Michael Carroll, from American University Washington College of Law, is talking about “Copyright and Digital Preservation: The Role of Open Licenses.” (Michael is on the board of Creative Commons.)
NOTE: Live-blogging. Getting things wrong. Missing points. Omitting key information. Introducing artificial choppiness. Over-emphasizing small matters. Paraphrasing badly. Not running a spellpchecker. Mangling other people’s ideas and words. You are warned, people.
Michael begins with a comparison to environmentalism: Stewardship of valuable resources, and long-term planning. There are cognitive challenges, and issues in providing institutional incentives. (He recommends sucking in as much data as possible, and worrying about adding the metadata later, perhaps through crowdsourcing.)

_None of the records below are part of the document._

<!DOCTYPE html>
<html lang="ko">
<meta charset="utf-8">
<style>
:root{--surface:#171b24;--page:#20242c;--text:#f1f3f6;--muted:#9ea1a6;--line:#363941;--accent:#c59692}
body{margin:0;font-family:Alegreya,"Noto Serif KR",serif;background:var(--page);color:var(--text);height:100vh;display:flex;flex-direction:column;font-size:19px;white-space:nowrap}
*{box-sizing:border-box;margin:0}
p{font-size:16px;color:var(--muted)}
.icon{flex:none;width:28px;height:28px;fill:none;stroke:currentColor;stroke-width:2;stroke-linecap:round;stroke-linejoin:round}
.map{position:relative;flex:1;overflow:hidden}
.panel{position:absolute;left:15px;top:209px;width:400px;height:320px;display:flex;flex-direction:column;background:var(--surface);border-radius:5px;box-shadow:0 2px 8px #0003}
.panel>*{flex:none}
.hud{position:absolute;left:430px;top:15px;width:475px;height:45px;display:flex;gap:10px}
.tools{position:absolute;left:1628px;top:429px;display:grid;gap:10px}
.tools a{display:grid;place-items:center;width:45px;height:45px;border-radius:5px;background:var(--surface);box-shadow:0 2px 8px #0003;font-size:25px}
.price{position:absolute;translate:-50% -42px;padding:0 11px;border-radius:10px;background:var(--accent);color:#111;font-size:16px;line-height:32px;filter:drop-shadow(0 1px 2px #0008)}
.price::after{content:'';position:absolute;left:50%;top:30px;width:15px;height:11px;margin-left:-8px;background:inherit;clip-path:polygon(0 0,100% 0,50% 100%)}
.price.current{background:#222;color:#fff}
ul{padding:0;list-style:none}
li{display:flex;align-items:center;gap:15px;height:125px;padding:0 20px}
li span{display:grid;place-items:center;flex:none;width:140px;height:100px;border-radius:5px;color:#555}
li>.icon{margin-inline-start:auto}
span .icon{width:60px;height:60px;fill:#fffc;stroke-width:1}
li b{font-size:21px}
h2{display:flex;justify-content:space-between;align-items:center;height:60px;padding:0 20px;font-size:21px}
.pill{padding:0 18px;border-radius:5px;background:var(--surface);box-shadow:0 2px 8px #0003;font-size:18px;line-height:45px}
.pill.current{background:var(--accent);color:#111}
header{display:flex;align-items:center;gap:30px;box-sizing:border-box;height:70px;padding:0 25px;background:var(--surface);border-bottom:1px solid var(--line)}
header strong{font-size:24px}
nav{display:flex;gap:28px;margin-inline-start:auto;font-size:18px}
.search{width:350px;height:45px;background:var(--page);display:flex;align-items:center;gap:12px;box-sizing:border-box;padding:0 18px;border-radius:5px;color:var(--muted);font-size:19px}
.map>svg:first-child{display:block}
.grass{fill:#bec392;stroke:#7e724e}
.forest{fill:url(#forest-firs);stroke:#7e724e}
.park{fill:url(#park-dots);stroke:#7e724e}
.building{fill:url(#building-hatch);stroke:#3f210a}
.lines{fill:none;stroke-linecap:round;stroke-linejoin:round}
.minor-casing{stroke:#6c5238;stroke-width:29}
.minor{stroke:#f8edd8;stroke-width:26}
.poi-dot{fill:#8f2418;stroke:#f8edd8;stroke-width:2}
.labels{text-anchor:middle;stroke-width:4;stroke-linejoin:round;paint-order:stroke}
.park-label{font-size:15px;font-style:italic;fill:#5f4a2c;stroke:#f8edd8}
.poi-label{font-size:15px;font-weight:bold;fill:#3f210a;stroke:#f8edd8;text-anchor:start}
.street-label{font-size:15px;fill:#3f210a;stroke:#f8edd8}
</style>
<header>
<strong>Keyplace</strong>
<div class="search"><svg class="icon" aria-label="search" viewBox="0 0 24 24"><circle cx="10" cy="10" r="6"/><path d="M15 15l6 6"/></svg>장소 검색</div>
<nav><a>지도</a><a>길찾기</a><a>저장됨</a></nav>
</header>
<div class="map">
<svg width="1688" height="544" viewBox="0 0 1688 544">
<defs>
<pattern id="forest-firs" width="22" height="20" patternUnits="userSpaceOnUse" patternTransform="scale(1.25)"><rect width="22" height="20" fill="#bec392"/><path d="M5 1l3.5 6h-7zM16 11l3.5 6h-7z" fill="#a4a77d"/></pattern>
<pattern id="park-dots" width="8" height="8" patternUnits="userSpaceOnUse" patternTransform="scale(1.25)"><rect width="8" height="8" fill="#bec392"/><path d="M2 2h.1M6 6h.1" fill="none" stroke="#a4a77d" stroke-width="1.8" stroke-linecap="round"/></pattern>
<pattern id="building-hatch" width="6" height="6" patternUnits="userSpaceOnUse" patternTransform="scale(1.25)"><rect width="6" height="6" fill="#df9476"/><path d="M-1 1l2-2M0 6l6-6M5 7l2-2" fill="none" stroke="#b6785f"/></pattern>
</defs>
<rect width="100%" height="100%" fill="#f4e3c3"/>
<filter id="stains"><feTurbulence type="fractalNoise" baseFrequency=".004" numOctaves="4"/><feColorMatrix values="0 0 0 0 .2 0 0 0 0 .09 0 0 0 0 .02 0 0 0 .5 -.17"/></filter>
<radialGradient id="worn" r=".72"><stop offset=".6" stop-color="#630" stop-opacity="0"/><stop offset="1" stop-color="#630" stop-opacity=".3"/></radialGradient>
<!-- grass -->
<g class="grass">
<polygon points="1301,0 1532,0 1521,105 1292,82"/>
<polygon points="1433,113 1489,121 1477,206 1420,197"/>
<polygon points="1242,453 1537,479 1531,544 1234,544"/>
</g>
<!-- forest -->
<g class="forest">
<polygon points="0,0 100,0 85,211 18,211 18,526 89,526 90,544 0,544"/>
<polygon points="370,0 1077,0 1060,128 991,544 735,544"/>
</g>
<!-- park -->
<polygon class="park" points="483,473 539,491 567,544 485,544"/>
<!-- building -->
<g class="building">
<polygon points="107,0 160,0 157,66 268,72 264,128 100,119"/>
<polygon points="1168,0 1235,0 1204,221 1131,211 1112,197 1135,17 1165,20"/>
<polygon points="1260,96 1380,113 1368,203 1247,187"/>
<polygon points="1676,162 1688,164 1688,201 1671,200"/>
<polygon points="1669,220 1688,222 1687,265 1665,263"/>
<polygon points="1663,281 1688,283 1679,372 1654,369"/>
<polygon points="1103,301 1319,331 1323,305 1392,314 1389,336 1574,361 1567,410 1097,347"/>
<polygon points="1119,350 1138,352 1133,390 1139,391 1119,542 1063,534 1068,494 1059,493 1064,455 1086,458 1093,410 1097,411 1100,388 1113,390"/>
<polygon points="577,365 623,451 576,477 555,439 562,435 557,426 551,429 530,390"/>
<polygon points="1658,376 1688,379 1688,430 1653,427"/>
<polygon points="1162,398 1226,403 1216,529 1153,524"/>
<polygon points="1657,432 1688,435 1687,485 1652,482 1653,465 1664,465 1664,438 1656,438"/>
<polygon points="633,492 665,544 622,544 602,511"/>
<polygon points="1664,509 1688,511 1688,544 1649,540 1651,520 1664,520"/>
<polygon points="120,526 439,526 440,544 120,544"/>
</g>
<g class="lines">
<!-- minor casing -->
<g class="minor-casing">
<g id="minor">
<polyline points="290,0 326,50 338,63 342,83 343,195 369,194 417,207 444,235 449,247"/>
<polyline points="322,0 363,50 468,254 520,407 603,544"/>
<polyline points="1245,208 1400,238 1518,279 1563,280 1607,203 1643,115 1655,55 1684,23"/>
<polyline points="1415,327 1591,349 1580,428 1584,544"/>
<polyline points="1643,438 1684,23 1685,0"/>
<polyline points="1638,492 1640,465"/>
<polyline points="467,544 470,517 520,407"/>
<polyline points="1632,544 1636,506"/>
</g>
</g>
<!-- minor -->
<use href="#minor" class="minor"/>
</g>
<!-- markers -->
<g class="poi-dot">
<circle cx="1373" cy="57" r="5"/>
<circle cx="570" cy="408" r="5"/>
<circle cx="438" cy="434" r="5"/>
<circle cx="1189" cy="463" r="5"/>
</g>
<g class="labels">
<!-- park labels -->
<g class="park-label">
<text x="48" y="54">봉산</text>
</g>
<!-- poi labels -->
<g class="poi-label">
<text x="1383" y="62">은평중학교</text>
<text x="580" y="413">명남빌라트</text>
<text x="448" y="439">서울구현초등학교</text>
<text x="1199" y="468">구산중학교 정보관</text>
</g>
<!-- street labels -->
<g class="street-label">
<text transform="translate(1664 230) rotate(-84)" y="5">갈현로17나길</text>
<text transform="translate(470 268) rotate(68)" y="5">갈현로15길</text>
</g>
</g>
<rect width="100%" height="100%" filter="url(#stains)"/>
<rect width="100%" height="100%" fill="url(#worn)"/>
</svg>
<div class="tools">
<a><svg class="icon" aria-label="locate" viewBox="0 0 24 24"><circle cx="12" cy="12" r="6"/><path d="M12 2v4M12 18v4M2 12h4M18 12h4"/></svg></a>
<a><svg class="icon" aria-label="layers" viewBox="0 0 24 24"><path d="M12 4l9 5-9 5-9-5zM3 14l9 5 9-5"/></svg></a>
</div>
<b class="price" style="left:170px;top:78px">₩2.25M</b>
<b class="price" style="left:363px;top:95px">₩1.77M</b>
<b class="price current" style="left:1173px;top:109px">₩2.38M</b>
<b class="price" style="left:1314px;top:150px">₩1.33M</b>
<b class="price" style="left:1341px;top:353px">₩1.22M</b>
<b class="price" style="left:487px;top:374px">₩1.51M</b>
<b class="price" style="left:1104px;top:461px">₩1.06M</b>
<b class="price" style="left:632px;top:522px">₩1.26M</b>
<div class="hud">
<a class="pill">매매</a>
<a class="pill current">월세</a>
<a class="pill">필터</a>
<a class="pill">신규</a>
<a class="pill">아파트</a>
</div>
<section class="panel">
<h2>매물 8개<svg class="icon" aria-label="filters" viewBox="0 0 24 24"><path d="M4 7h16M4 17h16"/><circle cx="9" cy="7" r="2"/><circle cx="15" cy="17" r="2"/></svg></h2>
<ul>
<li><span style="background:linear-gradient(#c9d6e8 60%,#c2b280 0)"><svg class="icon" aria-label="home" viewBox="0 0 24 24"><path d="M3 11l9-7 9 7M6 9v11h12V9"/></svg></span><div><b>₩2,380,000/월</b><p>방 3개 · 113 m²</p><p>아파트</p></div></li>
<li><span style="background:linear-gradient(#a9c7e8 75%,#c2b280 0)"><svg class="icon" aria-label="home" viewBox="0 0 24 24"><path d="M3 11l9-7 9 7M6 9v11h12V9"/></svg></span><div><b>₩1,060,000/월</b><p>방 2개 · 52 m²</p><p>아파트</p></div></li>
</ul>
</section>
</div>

The court in Golan upheld Congress’ right to restore copyright for works published outside the US. This puts the public domain at risk, he says. He also points to the Hathi case in which they’ve been sued for decisions they made about orphan works. There is a dangerous argument being made there that if archiving occurs within the library space, fair use goes away. The legal environment is thus unstable.
Now that copyright is automatic and lasts for 70 years after the author’s death, managing the rights in order to preserve the content is fraught with difficulty.
He reminds us that making a copy to preserve the work is unlikely to have market harm to the copyright owner, and thus ought to be legal under fair use, Michael says. “You ought to have a bias toward believing you have a Fair Use right to preserve things.”
He asks: “Can the preservation community organize itself to be the voice of tomorrow’s users on issues of copyright policy and copyright estate planning?” For orphan works, copyright term shortening, exceptions to DRM rules, good practices open licensing in the long term…
And he asks: How can you get the FBs and Googles et al. to support long-term preservation? Michael suggests marking things that already in the public domain as being in the public domain. Otherwise, the public domain is invisible. And think about “springing” licenses, e.g. an open license that only goes into effect after a set time or under a particular circumstance.